Extracted information:
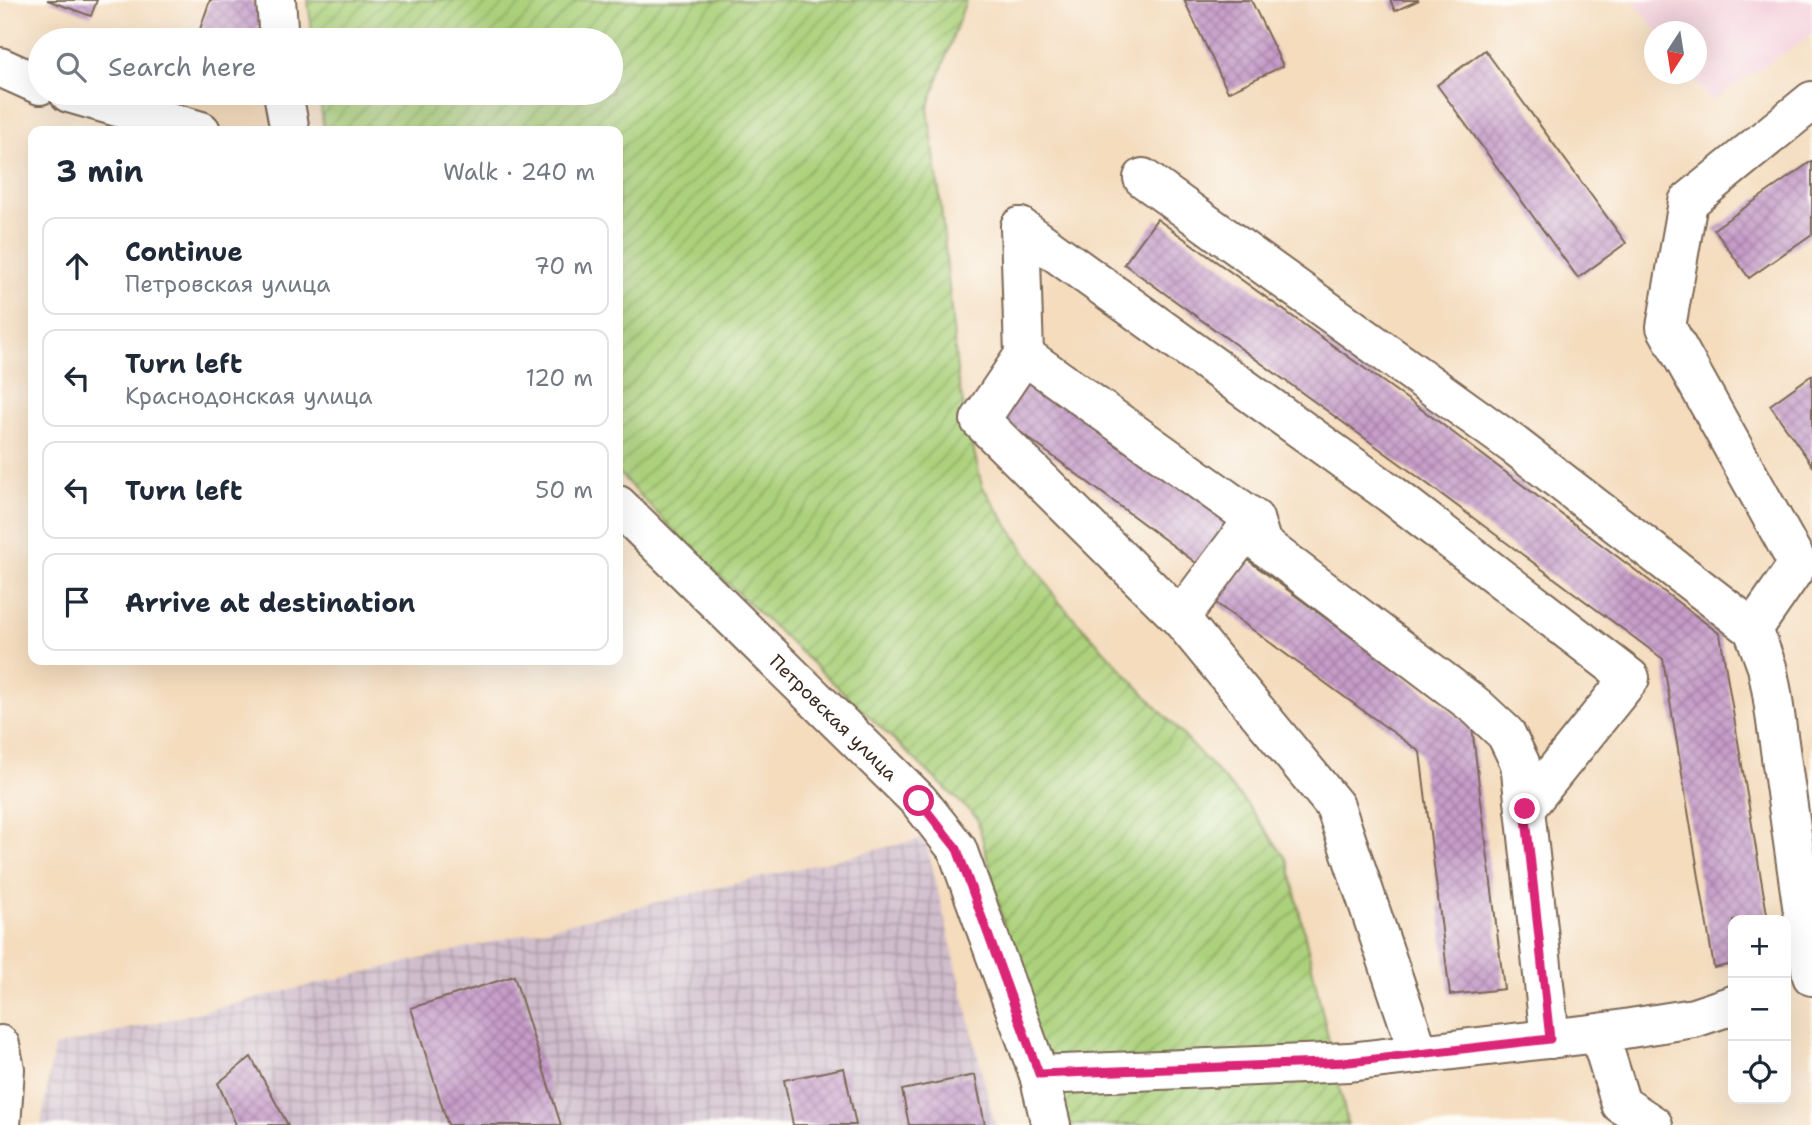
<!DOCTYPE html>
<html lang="en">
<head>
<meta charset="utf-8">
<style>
	body { margin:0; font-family:"Shantell Sans",sans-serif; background:#f6f6f7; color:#1f2937 }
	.controls { position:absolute; right:21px; bottom:21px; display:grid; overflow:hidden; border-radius:14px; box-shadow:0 7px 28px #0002 }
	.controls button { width:63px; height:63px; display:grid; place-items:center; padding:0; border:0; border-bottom:2px solid #e0e1e3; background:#fff; color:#1f2937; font:35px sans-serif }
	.compass { position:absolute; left:1644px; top:21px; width:63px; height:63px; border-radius:50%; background:#fff; box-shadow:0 7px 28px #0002; rotate:192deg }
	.stop { position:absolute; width:21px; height:21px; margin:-16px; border:5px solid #db2777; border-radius:50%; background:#fff }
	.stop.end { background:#db2777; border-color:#fff; box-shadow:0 2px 7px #0008 }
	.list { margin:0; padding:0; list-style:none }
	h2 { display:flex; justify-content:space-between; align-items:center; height:91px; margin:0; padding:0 28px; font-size:30px }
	h2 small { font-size:23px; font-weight:400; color:#747a83 }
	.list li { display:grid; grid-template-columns:46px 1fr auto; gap:21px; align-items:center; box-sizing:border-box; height:98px; margin:0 14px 14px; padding:0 14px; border:2px solid #e0e1e3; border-radius:14px }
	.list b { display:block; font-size:26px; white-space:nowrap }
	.list p { margin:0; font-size:23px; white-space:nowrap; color:#747a83 }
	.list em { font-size:23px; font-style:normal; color:#747a83 }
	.icon { flex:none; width:38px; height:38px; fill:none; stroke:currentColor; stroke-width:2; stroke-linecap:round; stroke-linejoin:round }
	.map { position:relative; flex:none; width:1812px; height:1125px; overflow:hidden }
	.search { position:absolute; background:#fff; box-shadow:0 7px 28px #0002; left:28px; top:28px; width:595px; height:77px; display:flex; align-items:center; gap:18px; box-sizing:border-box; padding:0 24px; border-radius:38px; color:#747a83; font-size:26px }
	.panel { position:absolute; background:#fff; box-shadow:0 7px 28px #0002; left:28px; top:126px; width:595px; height:539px; border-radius:14px }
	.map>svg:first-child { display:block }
</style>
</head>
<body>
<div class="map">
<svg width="1812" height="1125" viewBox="0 0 1812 1125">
	<defs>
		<pattern id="industrial-grid" width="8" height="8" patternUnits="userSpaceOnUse" patternTransform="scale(1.75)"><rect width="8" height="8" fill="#d0bdcc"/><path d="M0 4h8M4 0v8" fill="none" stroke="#aa9aa5"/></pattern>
		<pattern id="garden-furrows" width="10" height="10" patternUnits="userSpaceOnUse" patternTransform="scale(1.75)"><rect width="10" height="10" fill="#acd17b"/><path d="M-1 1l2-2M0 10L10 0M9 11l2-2" fill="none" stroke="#8daa64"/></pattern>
		<pattern id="building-cross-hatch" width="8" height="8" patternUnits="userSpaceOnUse" patternTransform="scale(1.75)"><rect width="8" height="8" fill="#c69cc9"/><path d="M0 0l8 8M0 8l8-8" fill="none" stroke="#a27fa3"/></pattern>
	</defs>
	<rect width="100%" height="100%" fill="#fdfcf7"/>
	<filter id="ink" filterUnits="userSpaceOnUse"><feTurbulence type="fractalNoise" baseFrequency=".0143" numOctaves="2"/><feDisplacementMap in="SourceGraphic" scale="14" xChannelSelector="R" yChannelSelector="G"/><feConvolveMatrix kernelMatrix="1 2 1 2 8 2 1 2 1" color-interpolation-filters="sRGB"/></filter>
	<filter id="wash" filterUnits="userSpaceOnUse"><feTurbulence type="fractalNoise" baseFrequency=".00686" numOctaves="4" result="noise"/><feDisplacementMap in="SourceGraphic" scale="28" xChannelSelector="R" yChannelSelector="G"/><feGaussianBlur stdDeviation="1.57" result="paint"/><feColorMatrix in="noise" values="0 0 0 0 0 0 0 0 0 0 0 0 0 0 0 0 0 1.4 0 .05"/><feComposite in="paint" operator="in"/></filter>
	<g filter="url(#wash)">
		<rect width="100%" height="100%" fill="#f4dcbd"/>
		<polygon fill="#f4cfdc" points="1633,0 1812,0 1812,35 1711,101 1689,74 1696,74 1696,32 1657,31"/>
		<polygon fill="url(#industrial-grid)" points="925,838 995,1125 41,1125 54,1047"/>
		<polygon fill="url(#garden-furrows)" stroke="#747e4c" stroke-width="2" points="308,0 966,0 928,108 941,206 958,381 982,486 1058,601 1247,804 1288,861 1348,1125 1055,1125 977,818 694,552 618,472 618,131 324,131 319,93 611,93 611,40 313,40"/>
		<g id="blocks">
			<g fill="url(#building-cross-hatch)">
				<polygon points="47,0 97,0 91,16"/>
				<polygon points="210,0 247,0 265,5 254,40 197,38"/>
				<polygon points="1184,0 1251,0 1283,66 1228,92"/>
				<polygon points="1390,0 1419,0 1395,11"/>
				<polygon points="1485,50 1626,243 1578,278 1437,85"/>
				<polygon points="1812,161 1812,234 1749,278 1714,229"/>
				<polygon points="1157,219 1439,422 1720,634 1768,920 1733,920 1733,964 1714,968 1663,659 1406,468 1124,264"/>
				<polygon points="1033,372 1240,527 1207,571 1000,417"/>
				<polygon points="1812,375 1812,465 1770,405"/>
				<polygon points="1245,558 1472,727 1504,989 1450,995 1420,752 1213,601"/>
				<polygon points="514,976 561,1125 448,1125 411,1008"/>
				<polygon points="251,1057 288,1125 236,1125 218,1083"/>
				<polygon points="844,1068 856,1125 793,1125 784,1080"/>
				<polygon points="975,1075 985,1125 909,1125 902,1090"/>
			</g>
		</g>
	</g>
	<g filter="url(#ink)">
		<use href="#blocks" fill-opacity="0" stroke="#7c6856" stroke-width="2"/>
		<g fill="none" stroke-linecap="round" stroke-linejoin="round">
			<g stroke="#7c6856" stroke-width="42">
				<g id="minor">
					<polyline points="276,0 279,40"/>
					<polyline points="0,67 40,85"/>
					<polyline points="69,93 201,131"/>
					<polyline points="283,93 290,131"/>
					<polyline points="1143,178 1514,445 1753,629 1767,667 1772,693 1812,976"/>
					<polyline points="1020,227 1024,355 980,420 1180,618 1335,806 1419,1054"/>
					<polyline points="1020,227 1391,494 1630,678 1525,809"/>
					<polyline points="1024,355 1254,519 1262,544 1477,707 1506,734 1520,763 1550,1039"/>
					<path id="s1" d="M 618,505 L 919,801 L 957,849 L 1039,1075 L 1051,1125"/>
					<polyline points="1180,618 1254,519"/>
					<polyline points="1753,629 1798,564 1666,327 1688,202 1812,101"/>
					<polyline points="1599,1033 1621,1104 1653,1125"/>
					<polyline points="0,1045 5,1069 1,1125"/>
					<polyline points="1039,1075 1349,1062 1599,1033 1694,1018 1733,1005"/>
				</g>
			</g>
			<use href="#minor" stroke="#fff" stroke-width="38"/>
		</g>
	</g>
	<g fill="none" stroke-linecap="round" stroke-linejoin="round" filter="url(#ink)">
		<polyline stroke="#db2777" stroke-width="9" points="919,801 957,849 1039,1074 1349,1062 1550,1039 1525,809"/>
	</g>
	<g text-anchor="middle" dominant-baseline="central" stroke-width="5" stroke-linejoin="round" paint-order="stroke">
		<g font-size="19" fill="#3b2a1e" stroke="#fdfcf7">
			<text stroke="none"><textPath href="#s1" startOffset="303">Петровская улица</textPath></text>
		</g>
	</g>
</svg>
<div class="controls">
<button>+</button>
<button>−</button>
<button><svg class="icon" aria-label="locate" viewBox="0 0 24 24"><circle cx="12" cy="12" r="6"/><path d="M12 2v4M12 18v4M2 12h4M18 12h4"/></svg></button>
</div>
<svg class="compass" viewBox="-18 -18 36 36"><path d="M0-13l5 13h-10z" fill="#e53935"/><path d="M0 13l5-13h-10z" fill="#747a83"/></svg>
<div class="stop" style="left:919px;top:801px"></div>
<div class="stop end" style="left:1525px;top:809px"></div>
<div class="search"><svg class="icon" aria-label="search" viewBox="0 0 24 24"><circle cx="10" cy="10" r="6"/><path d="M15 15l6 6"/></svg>Search here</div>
<section class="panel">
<h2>3 min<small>Walk · 240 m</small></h2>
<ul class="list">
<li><svg class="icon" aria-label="ahead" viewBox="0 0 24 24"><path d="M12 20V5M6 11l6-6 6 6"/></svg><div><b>Continue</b><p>Петровская улица</p></div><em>70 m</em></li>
<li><svg class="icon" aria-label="left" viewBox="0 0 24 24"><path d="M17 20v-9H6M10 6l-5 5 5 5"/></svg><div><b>Turn left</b><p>Краснодонская улица</p></div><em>120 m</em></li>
<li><svg class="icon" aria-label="left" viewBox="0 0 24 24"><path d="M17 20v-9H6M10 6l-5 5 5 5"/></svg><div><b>Turn left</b></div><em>50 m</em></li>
<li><svg class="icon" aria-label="arrive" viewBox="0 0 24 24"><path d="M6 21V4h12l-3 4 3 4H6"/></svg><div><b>Arrive at destination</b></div></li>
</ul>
</section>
</div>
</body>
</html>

Work to be completed:
Determine the number of lines in the entries that contain the word "xChannelSelector". Give that number and nothing more.

Answer to this problem:
2